Polizei prügelt Transsexuelle in Kuba zu Tode

In Kuba soll eine junge Transsexuelle im Gefängnis von Polizisten gefoltert und getötet worden sein. Das berichtet die Homepage „Cubanet“. Eine unabhängige Bestätigung des Vorfalls gibt es nicht, da es in Kuba keine freie Presse gibt.

Die 18-jährige „Jessica“ Leidel Luis soll dem Bericht zufolge am 4. Jänner in Guáimaro im Süden der Insel bei einer Verkehrskontrolle angehalten worden sein. Die Polizisten beschimpften sie als „schwarze Schwuchtel“ und nahmen sie anschließend mit auf die Wache. Wie ein Mitgefangener „Cubanet“ berichtet, soll sie dort wiederholt verprügelt worden sein, bis sie in der Zelle ihren Verletzungen erlag.

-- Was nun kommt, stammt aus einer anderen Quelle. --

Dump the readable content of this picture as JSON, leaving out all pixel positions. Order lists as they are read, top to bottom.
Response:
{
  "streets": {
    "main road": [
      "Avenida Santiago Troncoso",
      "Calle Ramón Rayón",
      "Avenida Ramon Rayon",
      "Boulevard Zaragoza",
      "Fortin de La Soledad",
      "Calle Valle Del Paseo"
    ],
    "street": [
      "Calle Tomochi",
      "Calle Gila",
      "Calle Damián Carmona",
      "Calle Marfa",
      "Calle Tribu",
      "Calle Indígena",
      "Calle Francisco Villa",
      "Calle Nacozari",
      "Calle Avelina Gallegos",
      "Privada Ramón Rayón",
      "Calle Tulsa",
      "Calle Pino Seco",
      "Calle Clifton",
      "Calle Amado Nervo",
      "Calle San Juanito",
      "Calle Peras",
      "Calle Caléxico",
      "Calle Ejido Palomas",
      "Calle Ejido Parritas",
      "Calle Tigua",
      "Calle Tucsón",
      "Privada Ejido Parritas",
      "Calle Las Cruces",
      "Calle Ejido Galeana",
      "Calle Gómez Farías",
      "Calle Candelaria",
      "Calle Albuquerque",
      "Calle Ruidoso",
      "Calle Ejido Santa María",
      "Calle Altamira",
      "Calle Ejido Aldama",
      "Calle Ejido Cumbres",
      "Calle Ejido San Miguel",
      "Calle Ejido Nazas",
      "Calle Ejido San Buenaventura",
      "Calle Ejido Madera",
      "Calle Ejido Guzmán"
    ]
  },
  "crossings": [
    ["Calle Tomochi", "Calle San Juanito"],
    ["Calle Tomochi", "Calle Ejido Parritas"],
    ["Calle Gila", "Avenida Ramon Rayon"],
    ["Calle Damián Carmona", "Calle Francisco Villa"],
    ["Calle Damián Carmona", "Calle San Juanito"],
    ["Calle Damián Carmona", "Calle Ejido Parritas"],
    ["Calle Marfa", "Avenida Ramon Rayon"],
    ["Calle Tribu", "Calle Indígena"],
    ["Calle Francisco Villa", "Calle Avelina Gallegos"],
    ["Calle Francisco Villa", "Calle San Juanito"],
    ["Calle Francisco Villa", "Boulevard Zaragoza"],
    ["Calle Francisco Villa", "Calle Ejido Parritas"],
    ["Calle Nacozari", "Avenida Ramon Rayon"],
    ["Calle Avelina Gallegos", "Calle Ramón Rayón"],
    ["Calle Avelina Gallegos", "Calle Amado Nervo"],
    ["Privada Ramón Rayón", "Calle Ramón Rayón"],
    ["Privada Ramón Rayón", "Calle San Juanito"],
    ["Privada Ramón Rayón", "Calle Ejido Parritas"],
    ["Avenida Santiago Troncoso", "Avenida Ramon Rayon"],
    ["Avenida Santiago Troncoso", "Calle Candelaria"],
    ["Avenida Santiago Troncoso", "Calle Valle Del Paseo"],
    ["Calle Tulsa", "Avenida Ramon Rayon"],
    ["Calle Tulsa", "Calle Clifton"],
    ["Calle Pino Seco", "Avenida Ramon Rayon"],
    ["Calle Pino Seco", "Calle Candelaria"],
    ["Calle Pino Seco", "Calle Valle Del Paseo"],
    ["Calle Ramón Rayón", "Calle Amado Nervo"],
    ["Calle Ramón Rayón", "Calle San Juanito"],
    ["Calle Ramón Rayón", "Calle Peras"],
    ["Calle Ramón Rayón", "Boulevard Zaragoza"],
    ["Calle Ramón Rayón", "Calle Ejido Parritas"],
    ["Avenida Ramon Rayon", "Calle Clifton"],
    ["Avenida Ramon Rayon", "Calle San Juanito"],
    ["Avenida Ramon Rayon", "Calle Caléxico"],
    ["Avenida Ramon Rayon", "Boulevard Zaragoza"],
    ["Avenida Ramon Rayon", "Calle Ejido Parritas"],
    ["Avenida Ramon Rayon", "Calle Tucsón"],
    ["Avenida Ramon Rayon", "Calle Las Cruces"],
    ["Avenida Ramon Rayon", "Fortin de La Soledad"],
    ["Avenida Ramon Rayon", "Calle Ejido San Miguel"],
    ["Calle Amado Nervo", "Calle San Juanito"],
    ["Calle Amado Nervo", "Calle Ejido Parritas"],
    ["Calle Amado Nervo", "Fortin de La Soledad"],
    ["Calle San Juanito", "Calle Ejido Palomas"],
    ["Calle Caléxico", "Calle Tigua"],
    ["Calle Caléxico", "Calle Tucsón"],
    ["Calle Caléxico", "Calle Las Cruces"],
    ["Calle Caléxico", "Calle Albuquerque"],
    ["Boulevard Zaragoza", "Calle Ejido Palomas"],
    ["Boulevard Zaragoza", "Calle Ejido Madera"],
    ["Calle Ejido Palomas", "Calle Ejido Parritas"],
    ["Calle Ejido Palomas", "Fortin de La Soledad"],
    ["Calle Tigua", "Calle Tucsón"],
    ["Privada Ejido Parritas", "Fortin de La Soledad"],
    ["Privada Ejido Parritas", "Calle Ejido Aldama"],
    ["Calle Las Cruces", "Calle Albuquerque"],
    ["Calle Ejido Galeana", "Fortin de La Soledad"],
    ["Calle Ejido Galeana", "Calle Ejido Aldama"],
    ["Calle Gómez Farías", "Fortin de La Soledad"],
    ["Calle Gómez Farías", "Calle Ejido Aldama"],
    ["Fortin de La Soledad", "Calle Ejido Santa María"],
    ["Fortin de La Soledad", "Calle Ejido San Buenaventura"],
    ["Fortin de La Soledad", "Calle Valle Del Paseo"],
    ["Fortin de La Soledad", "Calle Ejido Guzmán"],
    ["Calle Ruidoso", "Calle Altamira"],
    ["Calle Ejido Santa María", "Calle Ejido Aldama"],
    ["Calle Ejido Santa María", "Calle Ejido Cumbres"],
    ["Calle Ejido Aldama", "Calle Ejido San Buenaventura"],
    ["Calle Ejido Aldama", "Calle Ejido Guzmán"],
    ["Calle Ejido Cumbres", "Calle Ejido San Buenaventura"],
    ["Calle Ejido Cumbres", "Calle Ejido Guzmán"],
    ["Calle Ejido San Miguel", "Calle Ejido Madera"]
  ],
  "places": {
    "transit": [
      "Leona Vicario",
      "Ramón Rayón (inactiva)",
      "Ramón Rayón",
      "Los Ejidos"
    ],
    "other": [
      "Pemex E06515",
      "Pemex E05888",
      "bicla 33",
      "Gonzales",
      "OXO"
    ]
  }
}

Daraufhin sollen die Polizisten noch in der Nacht ihre Leiche an einen unbekannten Ort gebracht haben.

Es ist nicht das erste Mal, dass Homo- oder Transsexuelle in Polizeigewalt um ihr Leben bangen müssen: Wie die Aktivistengruppe „El Observatorio Cubano de los Derechos de la Comunidad LGBT“ berichtet, soll vor wenigen Monaten ein 34-Jähriger in einem Gefängnis in Havanna gestorben sein. Die Gruppe berichtet, bereits mehrere homophobe Übergriffe durch die Behörden dokumentiert zu haben.

Das widerspricht dem Bild, dass die kommunistische Führung sich in der Öffentlichkeit geben will: Unter der Führung von Mariela Castro, der Tochter von Staatspräsident Raúl, wurden immer wieder Reformen angekündigt, bis hin zur Einführung von Eingetragenen Partnerschaften und Eingetragenen Partnerschaften. Castro beklagte auch immer wieder die weit verbreitete Homophobie in der kubanischen Bevölkerung.

Die Beobachtungen diverser Aktivisten deuten allerdings darauf hin, dass auch der kubanische Staat nicht wirklich lesben- und schwulenfreundlich geworden ist. Francisco Rodríguez Cruz, ein schwuler Blogger in Kuba, berichtet von regelrechten Hetzjagden der Polizei an schwulen Treffpunkten. Und auch der Dissident Roberto de Jesús Guerra berichtet, dass die Behörden mit aller Gewalt Treffen von schwul-lesbischen Aktivisten unterbinden würden.

In Kuba galt Homosexualität als kapitalistischer Makel. Deshalb war sie bis 1979 verboten, viele Schwule starben in Internierungslagern. Doch auch heute können Lesben, Schwule und Transsexuelle nicht unbehelligt leben: Oft werfen ihnen die Behörden „antisoziales Verhalten“ vor.